Tüm projelerinde üretim süreçlerinde karşılaştıkları en büyük problemin iklim değişikliği olduğunu ifade eden Mukiibi, özelikle sıcak hava dalgaları, ani yağışlar sonucu yaşanan sel felaketleri gibi aşırı hava olaylarının gıda üretimini zorlaştırdığını vurguladı.

Mukiibi, “Tüm bu yaşananlar gıdaya erişimimizi, gıda güvenliğimizi ve bizim açımızdan yağmuru merkeze almış tarım sistemimizi etkileyecek. İklim kriziyle mücadelede geniş kapsamlı iklim değişikliği adaptasyon çalışmaları yürütüyoruz.” ifadelerini kullandı.

Tüketim noktasında karşılaştıkları en büyük problemin ise gıda israfı olduğu bilgisini paylaşan Mukiibi, “Küresel gıda üretiminin neredeyse yarısı tabağımıza ulaşamadan israf ediliyor.
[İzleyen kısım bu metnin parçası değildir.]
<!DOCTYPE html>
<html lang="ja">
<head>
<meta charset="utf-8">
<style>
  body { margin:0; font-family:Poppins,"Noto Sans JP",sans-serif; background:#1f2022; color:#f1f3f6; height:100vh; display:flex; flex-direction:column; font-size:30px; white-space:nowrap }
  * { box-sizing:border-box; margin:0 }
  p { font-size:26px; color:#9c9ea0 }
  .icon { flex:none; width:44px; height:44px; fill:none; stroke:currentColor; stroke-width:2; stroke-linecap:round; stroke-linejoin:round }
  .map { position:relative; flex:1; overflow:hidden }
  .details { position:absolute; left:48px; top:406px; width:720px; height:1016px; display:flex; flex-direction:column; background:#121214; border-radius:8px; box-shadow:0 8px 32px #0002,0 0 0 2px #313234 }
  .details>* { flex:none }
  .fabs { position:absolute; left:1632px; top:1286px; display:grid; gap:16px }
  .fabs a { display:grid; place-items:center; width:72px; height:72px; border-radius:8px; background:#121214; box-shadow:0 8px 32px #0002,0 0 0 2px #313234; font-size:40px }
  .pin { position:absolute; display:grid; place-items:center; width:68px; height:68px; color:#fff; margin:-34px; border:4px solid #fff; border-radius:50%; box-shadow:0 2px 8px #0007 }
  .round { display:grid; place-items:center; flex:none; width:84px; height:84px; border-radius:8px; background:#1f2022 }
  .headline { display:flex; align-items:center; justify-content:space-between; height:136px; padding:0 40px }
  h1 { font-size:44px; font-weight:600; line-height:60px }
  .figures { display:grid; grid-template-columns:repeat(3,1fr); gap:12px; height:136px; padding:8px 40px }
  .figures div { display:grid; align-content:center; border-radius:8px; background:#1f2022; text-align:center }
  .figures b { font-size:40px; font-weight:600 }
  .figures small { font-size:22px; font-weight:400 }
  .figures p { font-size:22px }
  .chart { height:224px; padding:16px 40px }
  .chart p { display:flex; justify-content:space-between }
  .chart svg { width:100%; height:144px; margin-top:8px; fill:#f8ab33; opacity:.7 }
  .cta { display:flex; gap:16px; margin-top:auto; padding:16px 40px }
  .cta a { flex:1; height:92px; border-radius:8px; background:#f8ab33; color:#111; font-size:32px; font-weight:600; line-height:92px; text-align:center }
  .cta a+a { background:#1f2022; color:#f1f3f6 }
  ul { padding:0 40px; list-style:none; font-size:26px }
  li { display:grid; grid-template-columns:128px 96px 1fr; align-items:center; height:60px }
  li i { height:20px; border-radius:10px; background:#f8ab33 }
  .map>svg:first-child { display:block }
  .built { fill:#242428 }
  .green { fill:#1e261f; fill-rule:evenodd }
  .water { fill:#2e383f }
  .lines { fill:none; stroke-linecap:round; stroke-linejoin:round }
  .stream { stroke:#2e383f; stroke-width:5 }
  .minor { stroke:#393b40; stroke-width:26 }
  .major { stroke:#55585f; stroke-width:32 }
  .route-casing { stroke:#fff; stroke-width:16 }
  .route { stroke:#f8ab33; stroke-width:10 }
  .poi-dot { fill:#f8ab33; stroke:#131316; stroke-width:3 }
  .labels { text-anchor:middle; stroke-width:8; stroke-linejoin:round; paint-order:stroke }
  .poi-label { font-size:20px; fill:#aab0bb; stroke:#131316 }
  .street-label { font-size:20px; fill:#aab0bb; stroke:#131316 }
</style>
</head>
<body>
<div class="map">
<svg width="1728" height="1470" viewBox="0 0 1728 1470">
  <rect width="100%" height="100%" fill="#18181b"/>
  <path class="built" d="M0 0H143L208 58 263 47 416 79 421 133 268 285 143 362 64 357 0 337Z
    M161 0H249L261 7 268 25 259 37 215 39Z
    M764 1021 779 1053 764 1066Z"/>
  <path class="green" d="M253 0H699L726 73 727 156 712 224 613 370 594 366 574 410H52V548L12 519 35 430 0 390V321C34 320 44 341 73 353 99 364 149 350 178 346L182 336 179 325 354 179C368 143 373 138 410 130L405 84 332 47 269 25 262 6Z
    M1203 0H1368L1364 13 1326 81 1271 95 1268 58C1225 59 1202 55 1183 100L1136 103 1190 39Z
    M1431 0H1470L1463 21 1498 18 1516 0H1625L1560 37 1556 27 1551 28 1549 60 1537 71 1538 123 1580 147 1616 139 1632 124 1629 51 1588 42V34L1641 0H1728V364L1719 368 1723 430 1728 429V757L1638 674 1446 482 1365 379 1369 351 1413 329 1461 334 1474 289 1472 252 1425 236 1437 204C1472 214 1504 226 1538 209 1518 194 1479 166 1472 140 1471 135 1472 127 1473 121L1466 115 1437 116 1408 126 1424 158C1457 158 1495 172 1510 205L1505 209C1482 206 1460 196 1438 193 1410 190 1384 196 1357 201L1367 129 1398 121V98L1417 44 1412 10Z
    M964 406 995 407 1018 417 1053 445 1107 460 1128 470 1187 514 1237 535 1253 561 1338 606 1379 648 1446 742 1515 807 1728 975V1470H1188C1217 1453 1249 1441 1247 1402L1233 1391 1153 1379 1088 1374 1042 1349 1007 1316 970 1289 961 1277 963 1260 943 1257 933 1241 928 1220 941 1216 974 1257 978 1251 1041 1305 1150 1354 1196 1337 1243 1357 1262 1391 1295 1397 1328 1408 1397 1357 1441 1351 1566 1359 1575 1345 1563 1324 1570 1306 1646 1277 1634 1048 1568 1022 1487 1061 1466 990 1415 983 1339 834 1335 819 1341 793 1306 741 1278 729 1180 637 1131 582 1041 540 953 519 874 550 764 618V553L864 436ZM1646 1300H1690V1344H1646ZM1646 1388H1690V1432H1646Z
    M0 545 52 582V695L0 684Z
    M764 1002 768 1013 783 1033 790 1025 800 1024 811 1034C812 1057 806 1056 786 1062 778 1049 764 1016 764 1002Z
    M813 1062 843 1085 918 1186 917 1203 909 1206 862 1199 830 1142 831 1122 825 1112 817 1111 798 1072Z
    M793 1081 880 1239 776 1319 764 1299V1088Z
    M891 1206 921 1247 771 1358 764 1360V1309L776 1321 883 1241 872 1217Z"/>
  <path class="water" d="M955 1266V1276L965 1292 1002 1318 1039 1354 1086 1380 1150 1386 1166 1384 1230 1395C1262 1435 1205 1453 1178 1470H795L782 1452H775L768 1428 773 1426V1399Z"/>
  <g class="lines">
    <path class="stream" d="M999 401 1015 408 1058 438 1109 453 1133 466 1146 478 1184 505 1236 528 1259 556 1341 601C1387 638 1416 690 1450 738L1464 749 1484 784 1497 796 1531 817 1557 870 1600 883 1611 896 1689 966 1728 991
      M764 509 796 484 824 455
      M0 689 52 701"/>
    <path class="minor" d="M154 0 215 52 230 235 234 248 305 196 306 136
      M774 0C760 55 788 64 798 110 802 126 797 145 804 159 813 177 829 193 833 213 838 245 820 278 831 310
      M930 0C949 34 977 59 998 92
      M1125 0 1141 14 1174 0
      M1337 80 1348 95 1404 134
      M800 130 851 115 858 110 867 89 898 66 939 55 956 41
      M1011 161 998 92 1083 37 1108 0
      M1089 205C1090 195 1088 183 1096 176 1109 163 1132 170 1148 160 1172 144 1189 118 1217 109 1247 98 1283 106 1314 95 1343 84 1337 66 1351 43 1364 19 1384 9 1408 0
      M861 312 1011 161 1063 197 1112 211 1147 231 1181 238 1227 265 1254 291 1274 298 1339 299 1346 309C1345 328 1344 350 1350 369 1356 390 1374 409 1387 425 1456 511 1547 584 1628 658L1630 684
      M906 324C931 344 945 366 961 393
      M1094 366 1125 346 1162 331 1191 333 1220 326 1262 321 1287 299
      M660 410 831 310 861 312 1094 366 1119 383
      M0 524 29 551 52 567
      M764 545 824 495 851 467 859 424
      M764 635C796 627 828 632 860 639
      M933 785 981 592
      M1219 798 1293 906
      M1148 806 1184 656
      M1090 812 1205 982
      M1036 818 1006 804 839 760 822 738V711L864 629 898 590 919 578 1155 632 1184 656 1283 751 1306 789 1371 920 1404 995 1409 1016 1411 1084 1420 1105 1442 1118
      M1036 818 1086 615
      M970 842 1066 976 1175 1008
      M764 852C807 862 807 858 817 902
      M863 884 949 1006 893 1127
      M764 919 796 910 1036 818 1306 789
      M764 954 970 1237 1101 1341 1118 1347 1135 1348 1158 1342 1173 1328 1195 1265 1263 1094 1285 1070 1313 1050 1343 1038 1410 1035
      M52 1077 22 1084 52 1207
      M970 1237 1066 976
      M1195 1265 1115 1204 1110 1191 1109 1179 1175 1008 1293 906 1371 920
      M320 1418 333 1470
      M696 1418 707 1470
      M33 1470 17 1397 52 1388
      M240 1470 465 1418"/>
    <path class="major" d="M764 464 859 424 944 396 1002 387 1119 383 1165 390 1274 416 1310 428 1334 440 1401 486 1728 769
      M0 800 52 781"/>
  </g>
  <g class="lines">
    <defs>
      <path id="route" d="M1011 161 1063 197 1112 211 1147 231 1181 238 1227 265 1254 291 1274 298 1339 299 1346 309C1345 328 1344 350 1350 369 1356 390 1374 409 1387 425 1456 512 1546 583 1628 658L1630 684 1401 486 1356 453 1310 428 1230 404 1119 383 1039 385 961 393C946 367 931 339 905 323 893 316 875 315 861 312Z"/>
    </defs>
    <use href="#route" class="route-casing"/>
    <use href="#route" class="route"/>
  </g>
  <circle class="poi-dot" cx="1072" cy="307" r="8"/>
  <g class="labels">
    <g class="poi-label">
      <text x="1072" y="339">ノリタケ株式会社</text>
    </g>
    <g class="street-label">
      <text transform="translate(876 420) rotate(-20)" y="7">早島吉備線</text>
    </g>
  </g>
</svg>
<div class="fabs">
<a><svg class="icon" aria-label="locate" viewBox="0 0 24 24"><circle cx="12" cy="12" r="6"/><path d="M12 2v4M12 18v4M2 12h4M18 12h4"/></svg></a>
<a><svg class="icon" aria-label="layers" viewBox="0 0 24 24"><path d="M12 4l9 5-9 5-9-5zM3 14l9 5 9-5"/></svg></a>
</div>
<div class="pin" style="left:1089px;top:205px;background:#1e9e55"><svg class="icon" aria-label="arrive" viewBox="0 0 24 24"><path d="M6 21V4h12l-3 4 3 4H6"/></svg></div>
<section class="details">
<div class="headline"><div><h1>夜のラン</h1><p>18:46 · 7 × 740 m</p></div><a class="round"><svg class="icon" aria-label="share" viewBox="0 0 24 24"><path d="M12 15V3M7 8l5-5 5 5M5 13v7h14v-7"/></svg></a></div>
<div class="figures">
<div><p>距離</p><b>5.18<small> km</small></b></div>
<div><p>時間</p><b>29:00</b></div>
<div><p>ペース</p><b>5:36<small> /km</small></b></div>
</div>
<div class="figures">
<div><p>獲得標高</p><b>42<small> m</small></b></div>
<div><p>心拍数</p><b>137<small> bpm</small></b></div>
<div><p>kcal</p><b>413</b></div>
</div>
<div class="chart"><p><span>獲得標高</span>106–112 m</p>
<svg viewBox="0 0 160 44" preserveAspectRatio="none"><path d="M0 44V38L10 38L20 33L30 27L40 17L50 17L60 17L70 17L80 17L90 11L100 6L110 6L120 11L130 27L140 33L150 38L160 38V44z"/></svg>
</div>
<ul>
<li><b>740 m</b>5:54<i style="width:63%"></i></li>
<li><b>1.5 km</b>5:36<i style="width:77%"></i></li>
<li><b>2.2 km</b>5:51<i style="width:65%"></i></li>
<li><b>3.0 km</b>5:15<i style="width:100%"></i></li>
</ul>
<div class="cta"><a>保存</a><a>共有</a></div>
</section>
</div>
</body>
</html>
Bununla birlikte enerji, kaynak, çiftçilerin o ürünleri üretirken harcadıkları zaman da israf edilmiş olunuyor yani gıda israfı tabağımızın çok ötesinde. Çünkü bir ürün yetiştirirken çok fazla su kullanıyorsunuz, topraktan çok fazla besin maddesi alıyorsunuz. Bunların hepsi israf ediliyor. Gıdaya yapabileceğiniz en büyük saygısızlık onu israf etmek. Ayrıca gıda israfı, doğaya da bir saygısızlık.” değerlendirmesini yaptı.

Özelikle gençlerin önlerine gelen tabağın hikayesini bilmediğine ve daha çok israf ettiğine dikkati çeken Mukiibi, Slow Food olarak bu farkındalığın kazandırılması için her yıl Nisan ayını “gıda israfı ile mücadele ayı” olarak belirlediklerini sözlerine ekledi.